Bu yılın başında Sayın Mehmet A. Başman'ın özendirmesi ve yukarıda saydığım isimlerin desteği ile Müzikle Yaşayan Gençlik Derneği (MÜZGENDER) isimli yeni bir oluşum vücuda geldi. Bu dernek ile genç müzisyenler kendilerine ait bir sivil toplum kuruluşuna sahip olurken; Ankara'da yeni bir müzik hareketinin altyapısı da oluşmuş oldu. Sponsorluk arayışımız da bu dernek bünyesinde olacak. Böylece gelir, doğrudan genç müzisyenlere ve onların projelerine aktarılabilecek.
Solistlik üzerine kurulu eğitim sistemini sağlıksız buluyorum
Türkiye'de son yıllarda gözlemlediğimiz bir başka fenomen de gençlik senfoni orkestralarının sayısındaki artış. Bu artışı nasıl yorumluyorsunuz? Dikkat edilmesi gereken noktalar nelerdir?
Gençlik orkestraları çok önemli.
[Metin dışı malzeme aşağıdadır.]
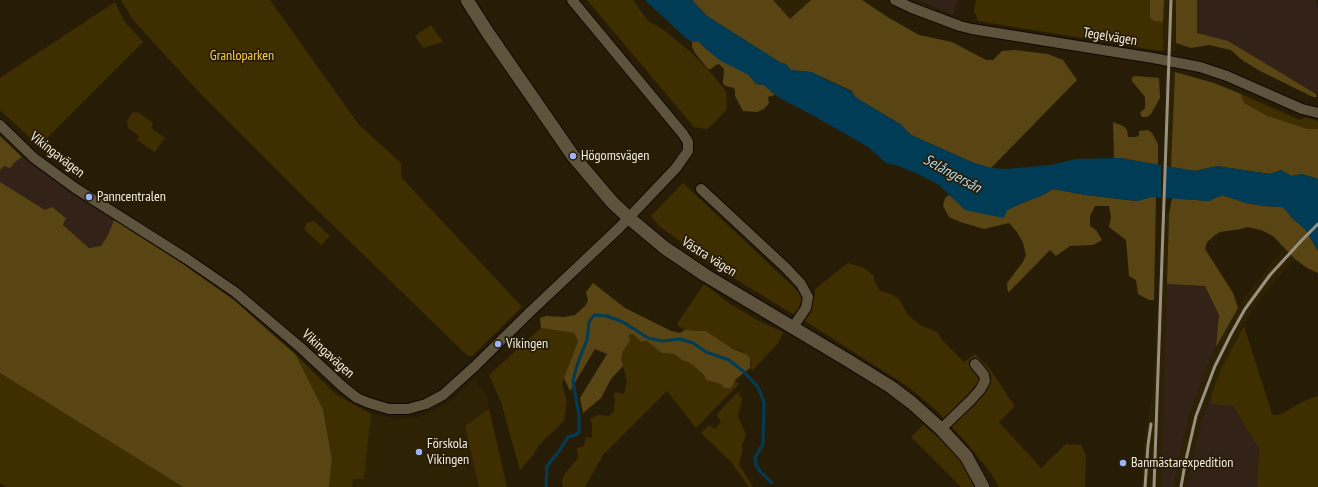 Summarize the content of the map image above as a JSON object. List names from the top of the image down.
{
  "streets": {
    "street": ["Tegelvägen", "Vikingavägen", "Västra vägen"]
  },
  "crossings": [
    ["Vikingavägen", "Västra vägen"]
  ],
  "water": ["Selångersån"],
  "parks": ["Granloparken"],
  "places": [
    "Högomsvägen",
    "Panncentralen",
    "Vikingen",
    "Förskola Vikingen",
    "Banmästarexpedition"
  ]
}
Zira müzik bir arada yapılan bir eylemdir. Uzun süredir hakim olan solistlik üzerine kurulu eğitim sistemini oldukça sağlıksız buluyorum. Bu şekilde yetişen müzisyenlerin aşırı şişirilmiş bir egoya ve kırılgan bir özgüvene sahip olduklarını uzun zamandır gözlemliyorum. Müziğin en temel öğretileri, birlikte icra sırasında ortaya çıkıyor. Genç müzisyenin öğreneceği pek çok olgu burada yatıyor, tek başına bir odada geçen yıllarda değil.
İşin etik ve didaktik yönünün genç nesillere aktarılmasının bu orkestraların en önemli dayanağı olacağını düşünüyorum. Genç insan psikolojisinin zayıf taraflarının ortaya çıkmamasına ve odak noktasının müzikten uzaklaşmamasına önem verilmeli. Bunun için uzun vadeli hedefler belirlenmeli.
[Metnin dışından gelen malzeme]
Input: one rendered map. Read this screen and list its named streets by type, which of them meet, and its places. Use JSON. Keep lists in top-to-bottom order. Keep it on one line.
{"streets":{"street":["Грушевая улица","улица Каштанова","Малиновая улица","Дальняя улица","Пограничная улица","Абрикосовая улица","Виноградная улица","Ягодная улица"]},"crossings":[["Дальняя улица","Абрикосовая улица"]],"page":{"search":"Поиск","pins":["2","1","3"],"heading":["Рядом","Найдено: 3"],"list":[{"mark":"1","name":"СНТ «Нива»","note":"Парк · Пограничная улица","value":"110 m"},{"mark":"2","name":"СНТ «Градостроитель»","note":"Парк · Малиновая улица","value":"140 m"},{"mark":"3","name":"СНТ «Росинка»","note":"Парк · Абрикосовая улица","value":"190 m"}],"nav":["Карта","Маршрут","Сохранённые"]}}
Üretken müzisyen kimliğinizin yanı ülkemizin müzik sorunları üzerine kafa yoran ve çözüm önerileri geliştiren yanınızla da öne çıkıyorsunuz. Sizce müzik dünyamızın önündeki en önemli sorunlar nelerdir?
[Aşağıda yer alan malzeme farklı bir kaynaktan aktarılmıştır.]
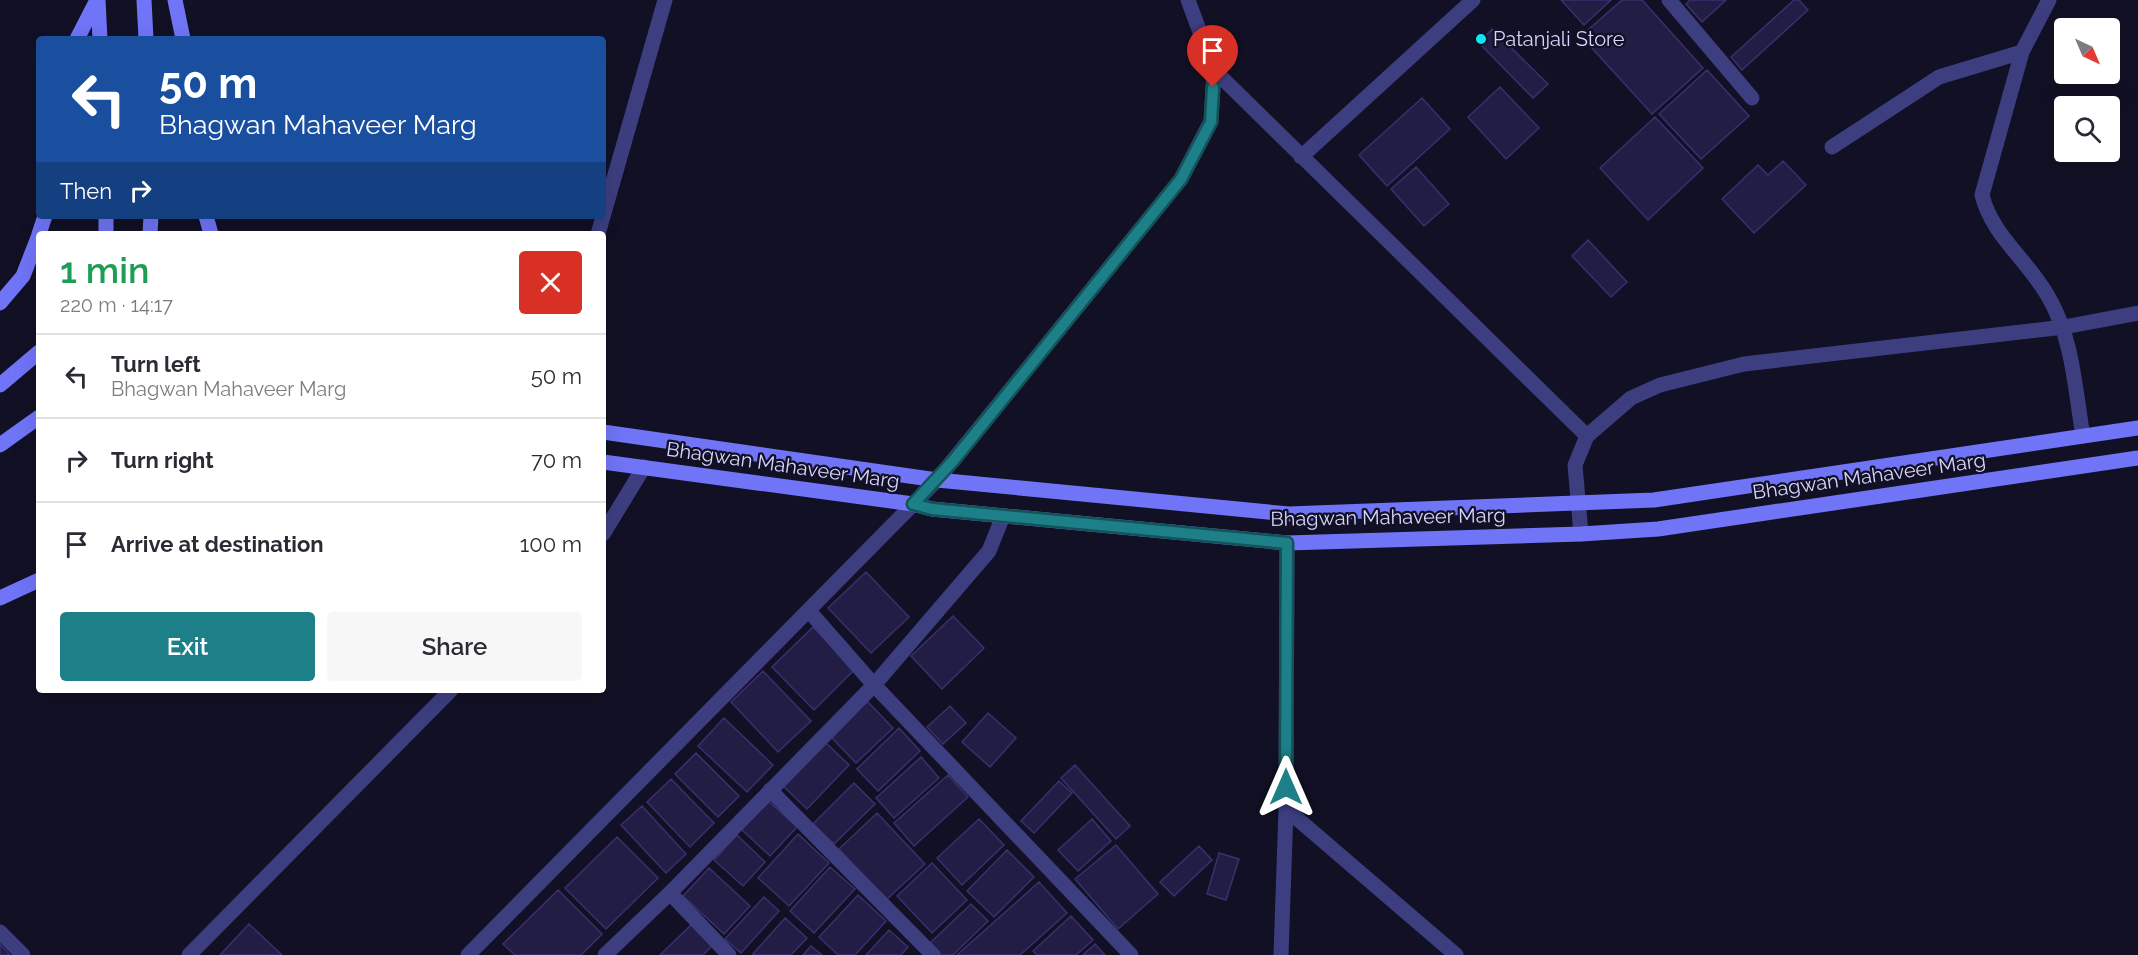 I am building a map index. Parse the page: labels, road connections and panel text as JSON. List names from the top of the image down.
{
  "streets": {
    "street": ["Bhagwan Mahaveer Marg"]
  },
  "places": ["Patanjali Store"],
  "north": "bottom right",
  "page": {
    "turn": ["50 m", "Bhagwan Mahaveer Marg"],
    "then": "Then",
    "heading": ["1 min", "220 m · 14:17"],
    "list": [
      {
        "name": "Turn left",
        "note": "Bhagwan Mahaveer Marg",
        "value": "50 m"
      },
      {
        "name": "Turn right",
        "value": "70 m"
      },
      {
        "name": "Arrive at destination",
        "value": "100 m"
      }
    ],
    "buttons": ["Exit", "Share"]
  }
} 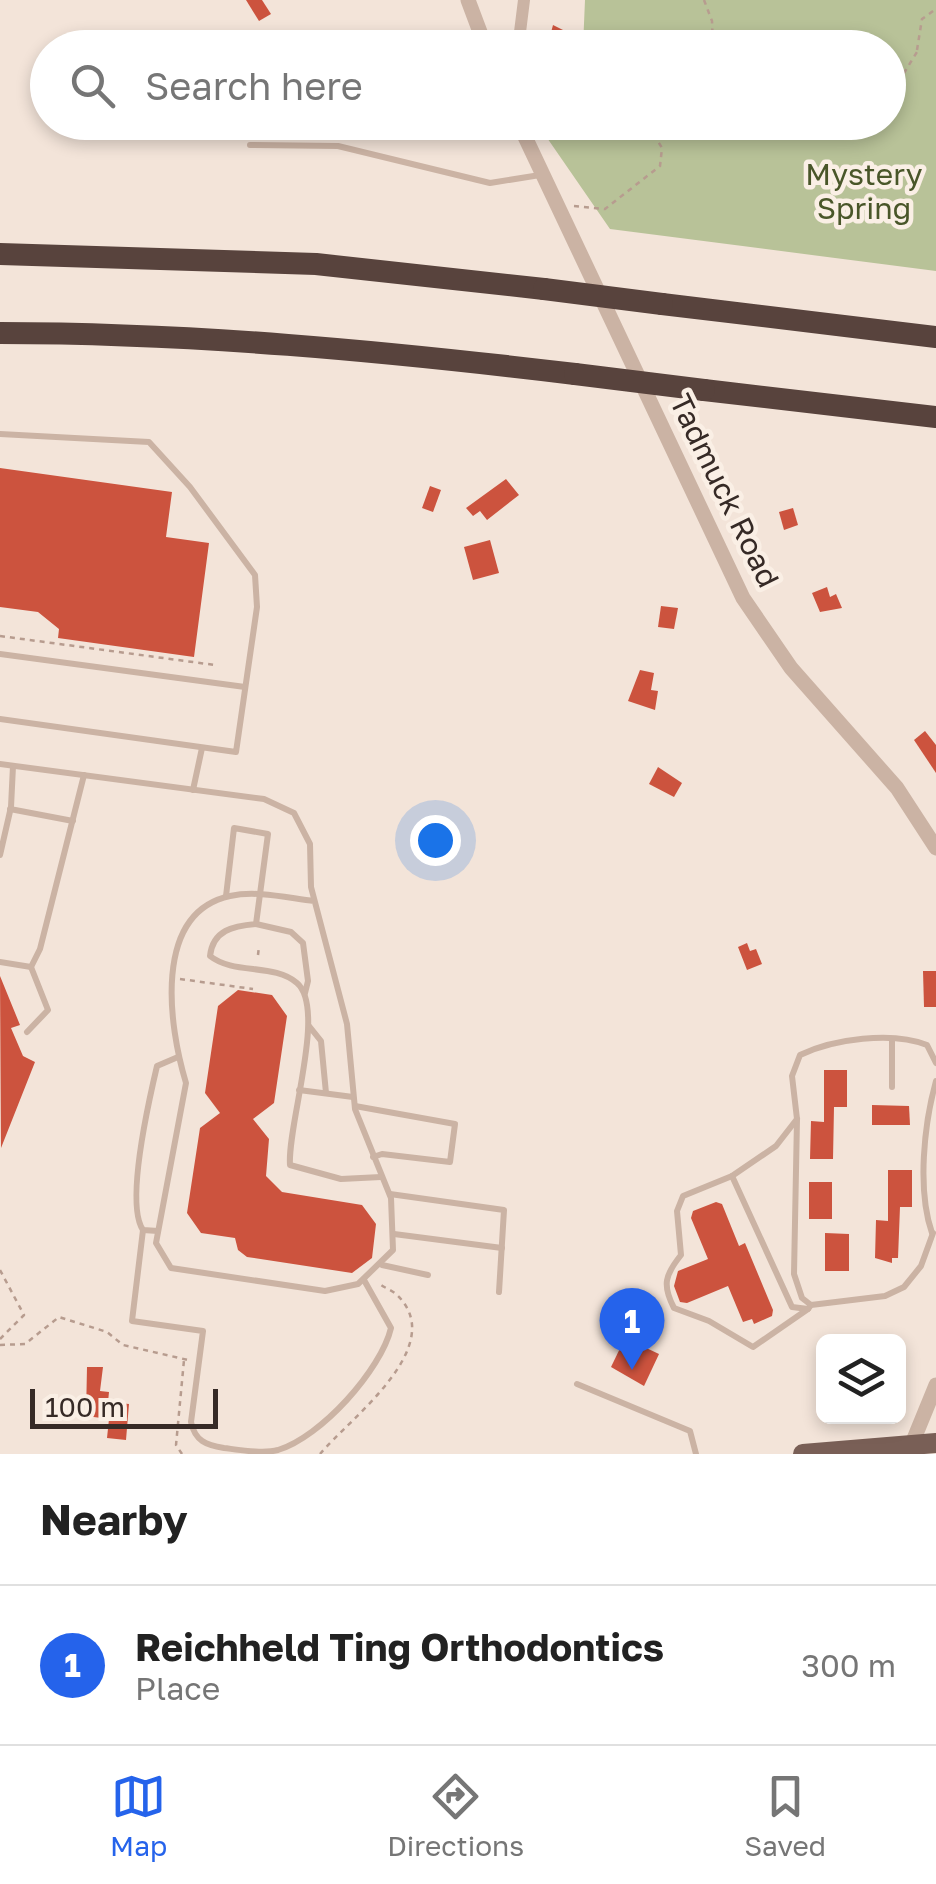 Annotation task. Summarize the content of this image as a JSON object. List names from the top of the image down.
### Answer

1- Gözlemlerime göre kimlik problemi hem makro hem mikro ölçekte; kurumsal ve bireysel anlamda hayli yaygın. 'Biz kimiz? Ne yaparız? Ne için yaparız? Neye göre yaparız? Kimin için yaparız? Nasıl olmalıyız?' gibi...
2- Kimlik ile beraber sistem problemimiz olduğunu da düşünüyorum. İçinde bulunduğumuz sistem, müzisyeni bilinmezliğe, korkuya ve tedirginliğe itiyor. Bu da birinci problemi güçlendiriyor. Dolayısıyla iki problem birbirini besliyor.
3- Farklarımıza rağmen birleşebilmeliyiz, bunu becerirsek haklarımızı ve kimliklerimizi daha cesurca savunur ya da tartışabiliriz. Fakat ne yazık ki çoğu zaman birbirimizden bihaberiz.
İyi bestecileri yönetmek her zaman zevklidir
Hangi bestecilerin yapıtlarını yönetmek size daha fazla zevk veriyor? Sizi orkestrasyon dehasıyla her seferinde şaşırtabilen besteciler var mıdır?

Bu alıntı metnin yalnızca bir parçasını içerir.